"We have created a space for sixth-, seventh- and eighth-graders that is more of a home," said Parker, the head of school. "Just as 4-year-olds need a space, so do middle-schoolers."
Kristi Cumming, chair of the Park City Day School board of trustees, said that when the board decided to develop the building, they did so because it is up to the board to carry the mission of the school and expand the minds and bodies of its students.
Lindsay Wellman, middle school director, spoke about the bracelets that the middle school students wore to remind them of their individual goals as well as to tie them together as a community. She then thanked the board of trustees.
"I would like to highlight how grateful we are for a special place to hold our special students," Wellman said.

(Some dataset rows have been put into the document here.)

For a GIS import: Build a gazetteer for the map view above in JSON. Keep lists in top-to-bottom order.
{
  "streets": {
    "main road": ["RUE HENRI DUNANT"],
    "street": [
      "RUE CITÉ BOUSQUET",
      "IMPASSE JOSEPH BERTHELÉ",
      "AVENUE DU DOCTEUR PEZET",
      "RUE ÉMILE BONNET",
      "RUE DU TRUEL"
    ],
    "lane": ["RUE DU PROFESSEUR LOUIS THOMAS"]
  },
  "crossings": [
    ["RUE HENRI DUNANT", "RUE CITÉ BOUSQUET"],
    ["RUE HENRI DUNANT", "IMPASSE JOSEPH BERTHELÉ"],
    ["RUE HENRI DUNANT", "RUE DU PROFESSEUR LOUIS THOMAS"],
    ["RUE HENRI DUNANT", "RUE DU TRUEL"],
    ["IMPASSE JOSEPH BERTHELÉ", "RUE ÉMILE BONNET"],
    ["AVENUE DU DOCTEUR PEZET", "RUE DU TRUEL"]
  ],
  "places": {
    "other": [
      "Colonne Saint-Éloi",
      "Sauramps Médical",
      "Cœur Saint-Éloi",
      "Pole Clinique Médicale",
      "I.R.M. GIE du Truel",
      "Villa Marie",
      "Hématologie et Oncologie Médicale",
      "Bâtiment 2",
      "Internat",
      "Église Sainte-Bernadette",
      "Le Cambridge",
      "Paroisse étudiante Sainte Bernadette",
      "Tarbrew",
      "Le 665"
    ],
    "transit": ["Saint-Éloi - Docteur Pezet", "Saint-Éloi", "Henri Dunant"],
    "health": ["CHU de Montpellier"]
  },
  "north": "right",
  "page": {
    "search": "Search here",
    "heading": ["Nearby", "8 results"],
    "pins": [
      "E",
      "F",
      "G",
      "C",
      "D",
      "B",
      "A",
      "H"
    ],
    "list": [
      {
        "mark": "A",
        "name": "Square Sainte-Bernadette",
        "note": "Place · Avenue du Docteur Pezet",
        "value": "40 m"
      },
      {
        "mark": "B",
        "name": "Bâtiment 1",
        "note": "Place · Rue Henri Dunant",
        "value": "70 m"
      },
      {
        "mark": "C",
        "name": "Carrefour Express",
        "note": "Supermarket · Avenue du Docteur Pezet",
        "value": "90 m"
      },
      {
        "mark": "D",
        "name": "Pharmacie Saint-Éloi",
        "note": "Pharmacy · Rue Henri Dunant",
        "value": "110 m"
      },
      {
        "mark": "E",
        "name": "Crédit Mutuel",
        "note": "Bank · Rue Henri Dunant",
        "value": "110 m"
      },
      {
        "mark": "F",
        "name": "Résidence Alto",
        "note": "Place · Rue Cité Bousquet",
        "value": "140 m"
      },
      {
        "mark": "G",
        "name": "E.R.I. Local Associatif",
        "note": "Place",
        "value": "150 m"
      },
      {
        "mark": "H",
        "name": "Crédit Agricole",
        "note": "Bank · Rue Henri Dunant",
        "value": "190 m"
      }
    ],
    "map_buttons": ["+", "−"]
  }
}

Miner-Farra, associate head of school, had the audience turn and face the projector screen she had pulled out for Shaun Roberts and Paige Anderson to give a special PowerPoint presentation for the occasion.
Two seventh-grade students and student government representatives of the marketing committee, Roberts and Anderson's presentation highlighted what they listed as the "Top 5 Amazing Things About the New Middle School."
The first of the five is an area called "the commons." It is an open area stocked with colorful rugs, couches, tables and chairs where students can gather after school and work on homework or projects.
The second is the "open, spacious lockers" that fit their entire backpacks. Roberts said the lockers before were "loud and noisy" as well as small. The third is the large cafeteria where the students can socialize with other grade levels.
"During lunch, the entire middle school can get together, and it makes it easier to socialize, talk and have fun with the other grades instead of just our own," Anderson said.
The fourth is the science lab where Roberts was excited to have enough space to dissect a lamb brain later in the week. She said that last year, students only performed one science experiment with water due to the small space in the original building.
Lastly, the two praised the student government, which "allows everybody to have a say." The student government consists of three committees - school culture, marketing and sustainability - with two representatives each to help implement the ideas of the committees to have a "more student-run school."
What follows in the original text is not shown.